Indice degli argomenti
Videosorveglianza, una fuga di dati non è un prezzo da pagare
Se non si ha il controllo dei dati si rischia di non avere il controllo dei dispositivi che li generano o che ne fanno uso. Questo assunto, a nostro modo di vedere centrale, contiene sia le domande opportune sia le relative risposte.
Questione di percezione, dicevamo. Per le persone (e per le aziende) la sicurezza fisica sembra essere impermeabile ai precetti della cybersecurity. Il fatto che un occhio elettronico sia in grado di osservare 24 ore al giorno non significa che sia anche sicuro.
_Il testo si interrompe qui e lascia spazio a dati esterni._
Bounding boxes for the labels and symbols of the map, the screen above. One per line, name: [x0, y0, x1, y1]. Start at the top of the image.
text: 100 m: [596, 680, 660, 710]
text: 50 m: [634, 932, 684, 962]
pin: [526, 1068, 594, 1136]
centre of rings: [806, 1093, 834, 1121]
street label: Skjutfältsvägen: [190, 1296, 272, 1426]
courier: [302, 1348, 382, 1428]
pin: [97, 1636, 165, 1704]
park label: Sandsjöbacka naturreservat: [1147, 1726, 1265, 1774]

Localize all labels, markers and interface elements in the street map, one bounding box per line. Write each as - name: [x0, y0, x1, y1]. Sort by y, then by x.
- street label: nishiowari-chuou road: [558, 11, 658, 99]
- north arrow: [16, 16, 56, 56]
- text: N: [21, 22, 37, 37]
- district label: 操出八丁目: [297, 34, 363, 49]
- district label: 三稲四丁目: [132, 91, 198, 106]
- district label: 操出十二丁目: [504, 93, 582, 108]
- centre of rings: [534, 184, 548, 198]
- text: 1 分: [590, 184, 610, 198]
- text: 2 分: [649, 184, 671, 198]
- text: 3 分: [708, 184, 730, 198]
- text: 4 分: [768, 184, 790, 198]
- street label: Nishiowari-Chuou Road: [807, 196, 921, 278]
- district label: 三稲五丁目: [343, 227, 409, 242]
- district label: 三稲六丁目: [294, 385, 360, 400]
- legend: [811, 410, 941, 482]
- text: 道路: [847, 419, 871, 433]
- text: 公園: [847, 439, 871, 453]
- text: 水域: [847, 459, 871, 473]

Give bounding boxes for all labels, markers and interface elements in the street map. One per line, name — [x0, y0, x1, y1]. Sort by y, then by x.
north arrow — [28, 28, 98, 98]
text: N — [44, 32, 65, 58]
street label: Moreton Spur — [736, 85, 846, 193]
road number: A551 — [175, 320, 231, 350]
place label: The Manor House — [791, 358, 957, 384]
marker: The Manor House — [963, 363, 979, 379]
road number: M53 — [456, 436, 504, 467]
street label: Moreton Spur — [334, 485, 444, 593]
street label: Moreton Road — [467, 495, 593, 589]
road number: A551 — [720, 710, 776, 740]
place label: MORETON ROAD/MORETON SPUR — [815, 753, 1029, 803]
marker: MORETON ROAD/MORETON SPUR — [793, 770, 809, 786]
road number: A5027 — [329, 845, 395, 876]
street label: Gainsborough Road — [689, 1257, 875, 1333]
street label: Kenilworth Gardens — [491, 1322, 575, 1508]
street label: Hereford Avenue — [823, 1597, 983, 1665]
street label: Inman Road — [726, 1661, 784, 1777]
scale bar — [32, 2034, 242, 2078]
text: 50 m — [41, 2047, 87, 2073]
Le due cose sono diverse e si sovrappongono. Infatti, come evidenzia il funzionario ICT e membro Clusit Salvatore Lombardo, “Oggi non ha più senso trattare videosorveglianza e cybersecurity separatamente, sebbene chi acquista una videocamera IP spesso la considera un semplice dispositivo passivo, mentre in realtà è un nodo di rete a tutti gli effetti, quindi soggetto alle stesse vulnerabilità dei sistemi informatici. In questa prospettiva, videosorveglianza e cybersecurity devono essere trattati come componenti di uno stesso sistema di difesa”.
Materie che possono coesistere ma non basta mettere in funzione un dispositivo di videosorveglianza: “La convivenza tra sorveglianza e riservatezza è possibile, ma solo se i sistemi di videosorveglianza vengono progettati e utilizzati con attenzione alla sicurezza informatica e privacy. Le telecamere, soprattutto se connesse a internet, non sono soltanto strumenti di sicurezza ma anche dispositivi che raccolgono informazioni sensibili sulla vita delle persone. Per questo è necessario limitarne l’uso alle reali esigenze di sicurezza, utilizzandole con le dovute accortezze”, conclude Salvatore Lombardo.
Percezioni perfettibili
Niente di nuovo, in definitiva. La storia è sempre la stessa e non riguarda solo le videocamere: i costruttori di dispositivi tendono ad affermarsi con le leve dei prezzi concorrenziali.
Se, in generale, a minore costo di un dispositivo corrisponde meno qualità, nel caso delle videocamere (e non solo) investire qualche euro in più per acquistare quelle che consentono di implementare misure di sicurezza supplettive non è un inutile spreco di denaro.
Accettare l’idea che occorra scegliere tra videosorveglianza e privacy è fuorviante e porta con sé effetti collaterali. Tra questi l’errata percezione del reale potenziale delle tecnologie e un finto giustificazionismo tra chi decide di non usarle sulla scorta di convinzioni false.
È questione di percezione: nessuno si aspetta da una macchina di piccola cilindrata le stesse prestazioni di una fuoriserie. Inoltre, economica o lussuosa che sia, una vettura dà il meglio di sé nelle mani di chi sa guidarla.
Gli accorgimenti utili
La prima cosa da fare è cambiare la password di default della videocamera e, laddove possibile, creare un utente diverso da quello preimpostato dal produttore.
È utile mettere in pratica alcune prevenzioni supplementari. Si tratta di settaggi che un professionista del settore può impostare in meno di un quarto d’ora e quindi con un esborso contenuto da parte di chi possiede videocamere di sorveglianza e non è troppo addentro alle tecnologie.
Ha senso separare le videocamere dal resto della rete. A tale proposito, è utile usare la rete Wi-fi “Ospiti” che di norma è già prevista dai router più recenti per collegarvi solo le videocamere lasciandole separate da computer e smartphone.
Questo, più che proteggere le telecamere evita che, violandole, un attaccante possa accedere ad altri dati e ad altri dispositivi.
Allo stesso modo, vale la regola secondo la quale meno funzioni si attivano, meno punti vulnerabili si lasciano alla mercé di terzi. Così, usando le impostazioni della videocamera, è possibile disattivare l’accesso remoto se non viene utilizzato, al pari dei servizi Ftp o dei microfoni.
Per usare le telecamere in remoto è opportuno usare soltanto l’app del produttore oppure usare una VPN che consente un collegamento cifrato alla rete casalinga o aziendale senza esporle pubblicamente.